They just don't understand.

- I'm starting a Facebook page for everyone to evaluate,

so you don't have to come to us.

Amongst themselves, talk amongst yourselves.

- [Neil] Talk amongst yourselves.

- Now we have Twitter for that.

- Now, he didn't call it Special Theory of Relativity.

Who called it Special?

- That's interesting.

I actually don't know, specifically, the history.

- Why do we have you on this show?

- Because I can explain Relativity.

- Does someone out there know why?

- I mean, the General Theory obviously came later,

when he included the curvature of space-time.

But I don't know who actually coined it Special.

It was just the Theory of Relativity at the time.

- Right, because the paper was on

the electrodynamics of moving bodies.

That's the name of that paper,

of the Special Relativity paper.

- Grabbing title.

But the amazing thing. - Page-turner.

So that was, wait, 1905, then a General Theory

comes out when?

- 1915.

- So, that's 10 years,

and he basically pulled that out of the ether.

- It's probably published in 1916,

but it's 10 or 11 years of struggling with the mathematics

to elevate what we now call the Special Theory

to the General Theory. - Working alone.

- Yeah, he was being influenced by people like Grossmann,

who was a mathematician.

Hilbert was very influential.

So Einstein wrote down several wrong theories along the way,

and there's actually a kind of adorable story

when he was thinking about something

like gravitational waves,

where he kept changing his mind, in print.

He would write papers, say they're real.

- You used the word adorable for a physics story.

- Let the record, adorable for a physics story.

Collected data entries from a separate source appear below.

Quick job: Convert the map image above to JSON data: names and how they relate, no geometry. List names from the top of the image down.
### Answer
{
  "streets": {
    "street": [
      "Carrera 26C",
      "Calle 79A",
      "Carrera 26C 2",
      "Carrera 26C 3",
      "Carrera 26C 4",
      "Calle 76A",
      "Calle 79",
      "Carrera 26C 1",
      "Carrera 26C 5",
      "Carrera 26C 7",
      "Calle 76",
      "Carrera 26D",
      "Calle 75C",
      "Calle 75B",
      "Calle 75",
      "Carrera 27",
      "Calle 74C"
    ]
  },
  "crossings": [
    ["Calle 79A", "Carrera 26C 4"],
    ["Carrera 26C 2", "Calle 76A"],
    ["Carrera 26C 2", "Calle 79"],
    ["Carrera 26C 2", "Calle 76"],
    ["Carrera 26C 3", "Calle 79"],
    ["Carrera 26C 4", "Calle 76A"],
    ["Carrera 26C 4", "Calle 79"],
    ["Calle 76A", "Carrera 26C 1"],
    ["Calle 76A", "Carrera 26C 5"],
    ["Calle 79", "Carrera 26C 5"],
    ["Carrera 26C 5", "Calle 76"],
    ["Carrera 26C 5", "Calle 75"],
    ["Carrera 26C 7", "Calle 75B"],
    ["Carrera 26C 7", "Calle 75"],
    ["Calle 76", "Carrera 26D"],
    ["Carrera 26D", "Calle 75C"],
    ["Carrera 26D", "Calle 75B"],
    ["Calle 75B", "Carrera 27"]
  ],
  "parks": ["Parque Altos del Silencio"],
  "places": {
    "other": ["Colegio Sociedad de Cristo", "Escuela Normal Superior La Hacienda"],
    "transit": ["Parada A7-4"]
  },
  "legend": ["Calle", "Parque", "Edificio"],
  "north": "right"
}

- Let the record catch that.

Pause for a moment.

- And right after this, believe me,

we're gonna get to some very darling theories.

- With cheeks you just wanna pinch.

All right, go on. - He writes a paper saying

gravitational waves are not real.

Then he writes a paper saying they are.

Then he writes another paper several years later,

saying that they're not.

And between acceptance of his paper and publication,

he sneaks in a draft of a manuscript

that says that they are.

And one of his colleagues says, Einstein.

You have to be really careful,

your famous name is gonna be on these papers.

And he just laughs.

He says, my name is on plenty of wrong papers.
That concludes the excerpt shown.